By Steven van Vessum
27 Jun 2017

Content Gap Analysis: Continually Improve Your Content

Competitive Analysis     Content Creation     Content Marketing

Editor's note: today we have Steven van Vessum from ContentKing to share his own method to continually review, analyze, and identify opportunities to improve your content and where the competition is outperforming you. We also hosted Steven on a fantastic webinar about the continuous SEO process. Take it away, Steven.

How is your content performing?

Most of us have been there… You’re working hard to grow your business through content marketing, but at some point you just get stuck. Your growth flatlines and you lose all inspiration.

A Content Gap Analysis will get the ball rolling again!

Content Gap Analysis_Blog

In this article I will explain how you can perform a Content Gap Analysis (CGA) to analyze the performance of your current content, where it can be improved, and what content you’re missing in comparison to the competition.

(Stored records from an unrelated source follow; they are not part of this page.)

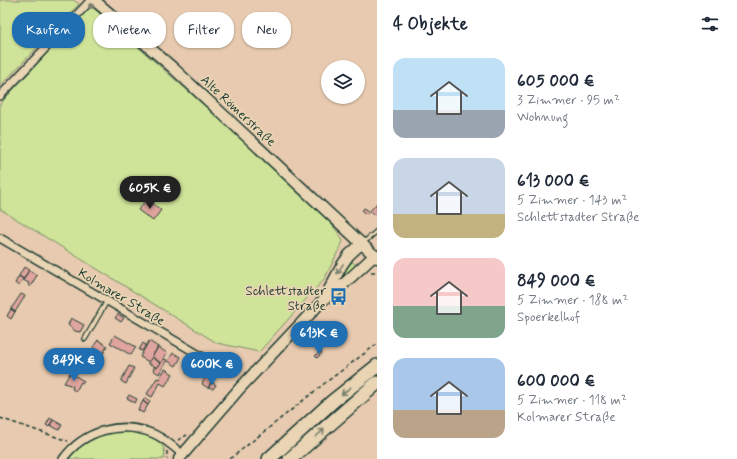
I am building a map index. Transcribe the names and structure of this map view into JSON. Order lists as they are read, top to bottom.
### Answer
{
  "streets": {
    "street": ["Alte Römerstraße", "Kolmarer Straße"]
  },
  "places": {
    "bus stop": ["Schlettstadter Straße"]
  },
  "page": {
    "heading": "4 Objekte",
    "chip": [
      "Kaufen",
      "Mieten",
      "Filter",
      "Neu"
    ],
    "list": [
      {
        "name": "605 000 €",
        "note": "3 Zimmer · 95 m² · Wohnung"
      },
      {
        "name": "613 000 €",
        "note": "5 Zimmer · 143 m² · Schlettstadter Straße"
      },
      {
        "name": "849 000 €",
        "note": "5 Zimmer · 188 m² · Spoerkelhof"
      },
      {
        "name": "600 000 €",
        "note": "5 Zimmer · 118 m² · Kolmarer Straße"
      }
    ],
    "price": [
      "605K €",
      "613K €",
      "849K €",
      "600K €"
    ]
  }
}
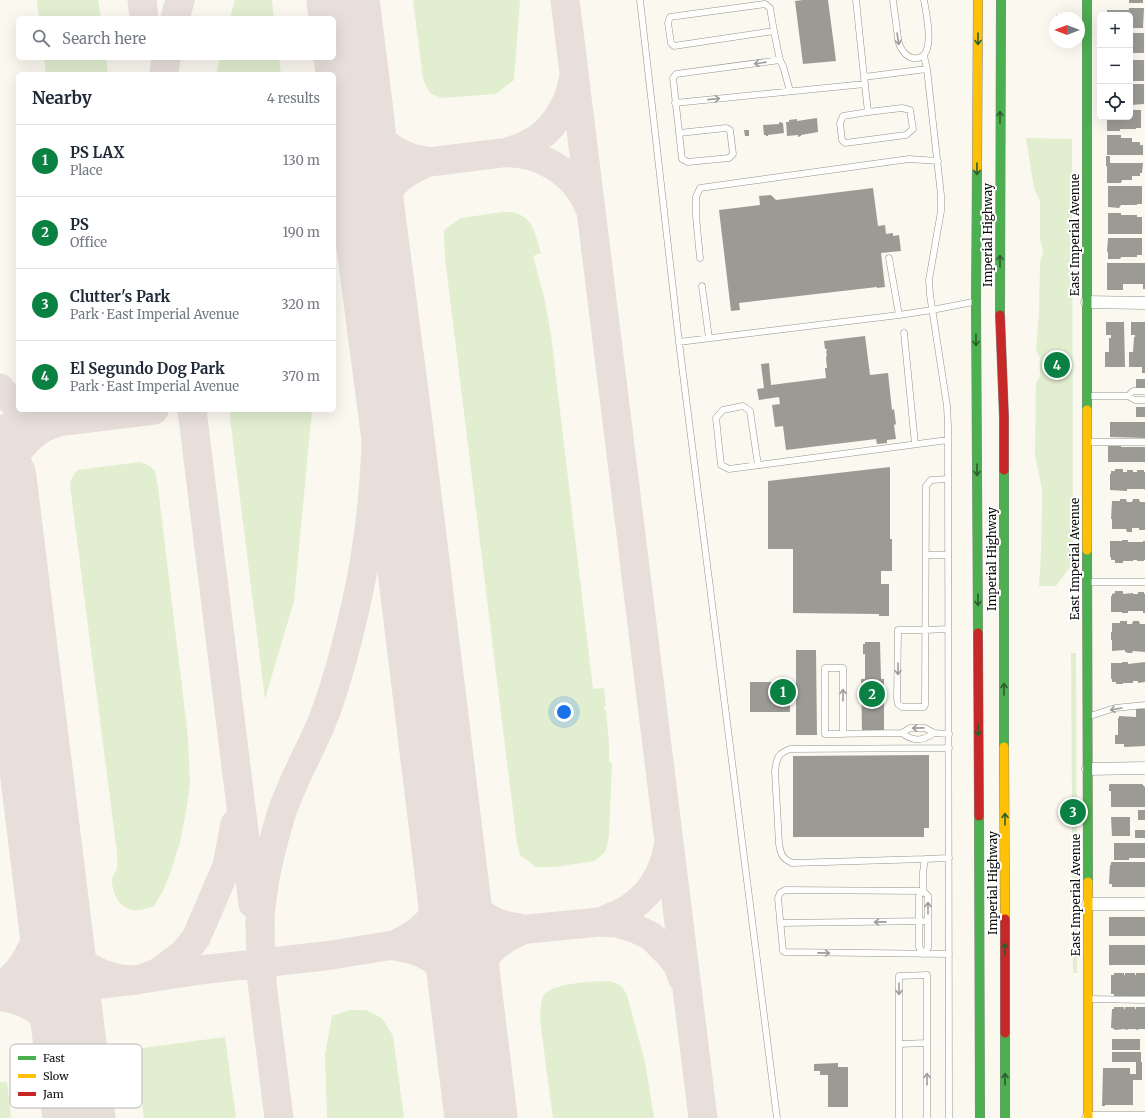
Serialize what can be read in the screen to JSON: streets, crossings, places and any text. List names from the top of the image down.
{
  "streets": {
    "main road": ["Imperial Highway", "East Imperial Avenue"]
  },
  "legend": ["Fast", "Slow", "Jam"],
  "north": "left",
  "page": {
    "map_buttons": ["+", "−"],
    "search": "Search here",
    "heading": ["Nearby", "4 results"],
    "list": [
      {
        "mark": "1",
        "name": "PS LAX",
        "note": "Place",
        "value": "130 m"
      },
      {
        "mark": "2",
        "name": "PS",
        "note": "Office",
        "value": "190 m"
      },
      {
        "mark": "3",
        "name": "Clutter's Park",
        "note": "Park · East Imperial Avenue",
        "value": "320 m"
      },
      {
        "mark": "4",
        "name": "El Segundo Dog Park",
        "note": "Park · East Imperial Avenue",
        "value": "370 m"
      }
    ],
    "pins": [
      "4",
      "1",
      "2",
      "3"
    ]
  }
}
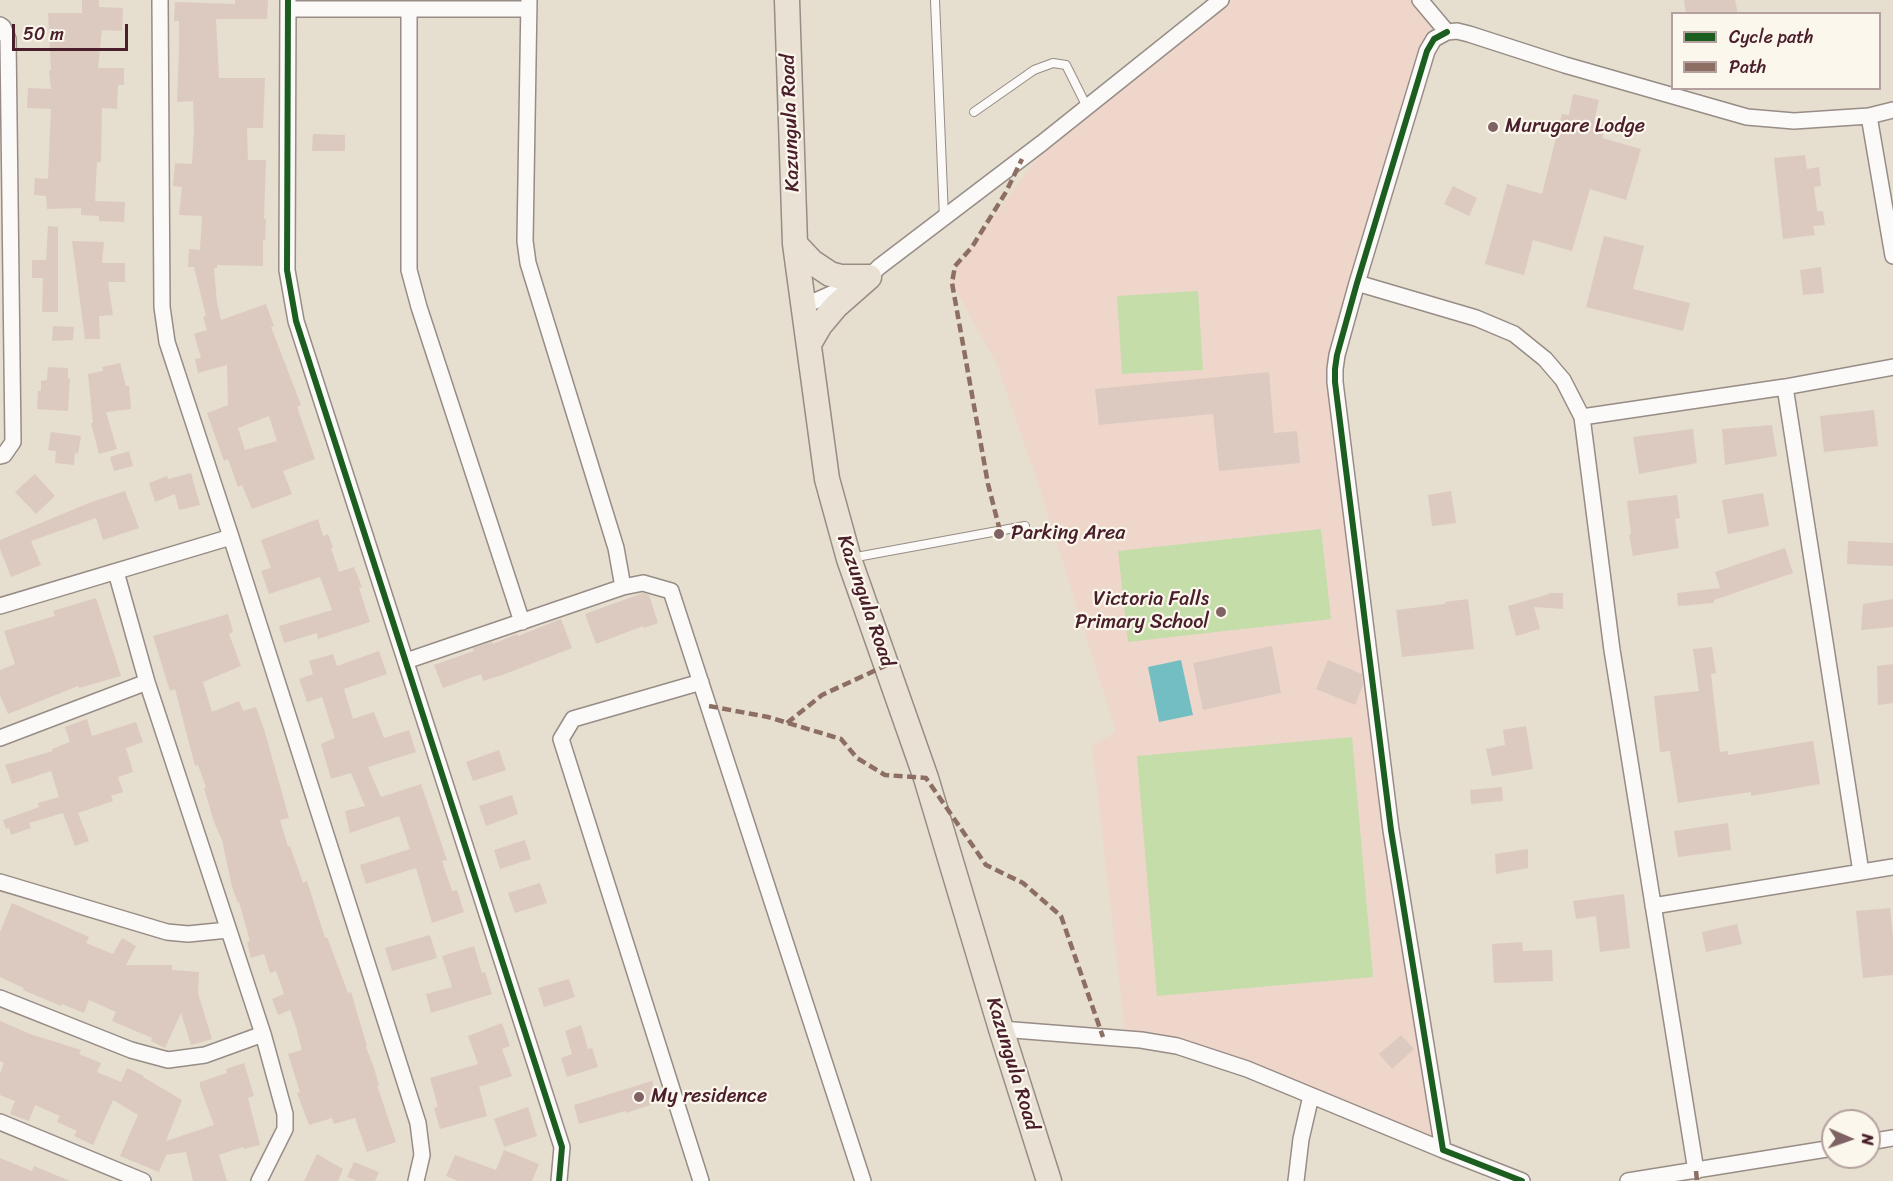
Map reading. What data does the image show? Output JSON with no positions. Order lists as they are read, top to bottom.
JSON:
{
  "streets": {
    "main road": ["Kazungula Road"]
  },
  "places": [
    "Murugare Lodge",
    "Parking Area",
    "Victoria Falls Primary School",
    "My residence"
  ],
  "legend": ["Cycle path", "Path"],
  "scale_bar": "50 m",
  "north": "right"
}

I recommend performing a CGA every quarter. This keeps you on your toes and drives you to constantly improve and expand, in line with the Continuous SEO philosophy.

Step 1: Review Your Content’s Performance

First you need to make a Content Inventory: map out all of your website’s content using a tool like my own, ContentKing. Put all the URLs in a CGA spreadsheet and for each page fill in:

  • Goal(s) you want to achieve.
  • Target audience.
  • Keywords you want to incorporate.
  • The degree to which you are happy with its:
    • Organic traffic and conversions (based on the last 12 months).
    • Social traffic and conversions (based on the last 12 months).
    • Usability.

Your web analytics suite should be able to give you those traffic and conversion numbers. Use a scale from 1 to 5 to define the degree to which you’re happy about your organic traffic, social traffic, and usability. 1 means “very bad” and 5 means “very good”.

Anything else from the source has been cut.